Dataset entries:
______

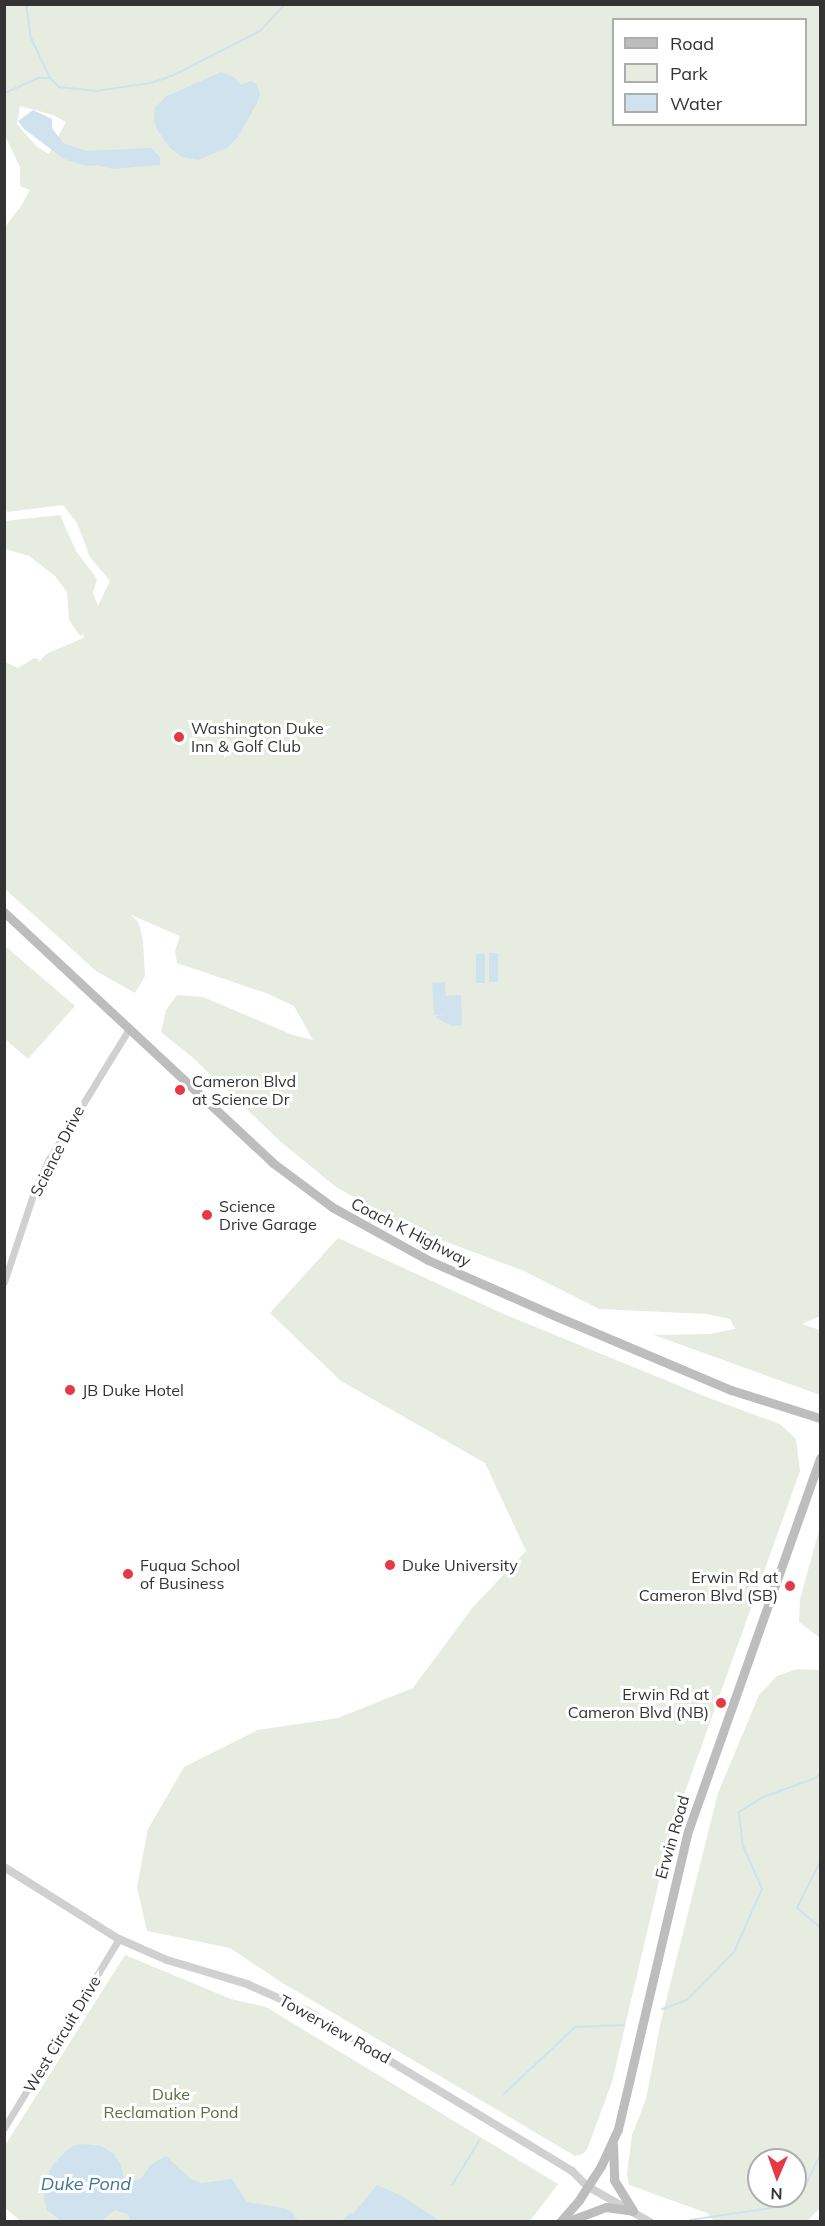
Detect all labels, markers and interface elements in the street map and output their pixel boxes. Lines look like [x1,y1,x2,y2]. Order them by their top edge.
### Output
legend [612,18,807,126]
text: Road [670,32,714,55]
text: Park [670,62,708,85]
text: Water [670,92,722,115]
place label: Washington Duke Inn & Golf Club [191,718,324,756]
marker: Washington Duke Inn & Golf Club [172,730,186,744]
place label: Cameron Blvd at Science Dr [192,1071,296,1109]
marker: Cameron Blvd at Science Dr [173,1083,187,1097]
street label: Science Drive [26,1103,88,1199]
street label: Coach K Highway [348,1194,474,1270]
place label: Science Drive Garage [219,1196,317,1234]
marker: Science Drive Garage [200,1208,214,1222]
place label: JB Duke Hotel [82,1380,184,1400]
marker: JB Duke Hotel [63,1383,77,1397]
place label: Fuqua School of Business [140,1555,240,1593]
place label: Duke University [402,1555,518,1575]
marker: Duke University [383,1558,397,1572]
marker: Fuqua School of Business [121,1567,135,1581]
place label: Erwin Rd at Cameron Blvd (SB) [639,1567,778,1605]
marker: Erwin Rd at Cameron Blvd (SB) [783,1579,797,1593]
place label: Erwin Rd at Cameron Blvd (NB) [568,1684,709,1722]
marker: Erwin Rd at Cameron Blvd (NB) [714,1696,728,1710]
street label: Erwin Road [651,1793,693,1881]
street label: West Circuit Drive [20,1972,104,2096]
street label: Towerview Road [276,1990,394,2068]
park label: Duke Reclamation Pond [104,2084,238,2122]
north arrow [747,2148,807,2208]
water label: Duke Pond [41,2173,131,2195]
text: N [770,2184,783,2204]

______

Using the records above, copy every line that has the word "Drive" in it.

street label: Science Drive [26,1103,88,1199]
place label: Science Drive Garage [219,1196,317,1234]
marker: Science Drive Garage [200,1208,214,1222]
street label: West Circuit Drive [20,1972,104,2096]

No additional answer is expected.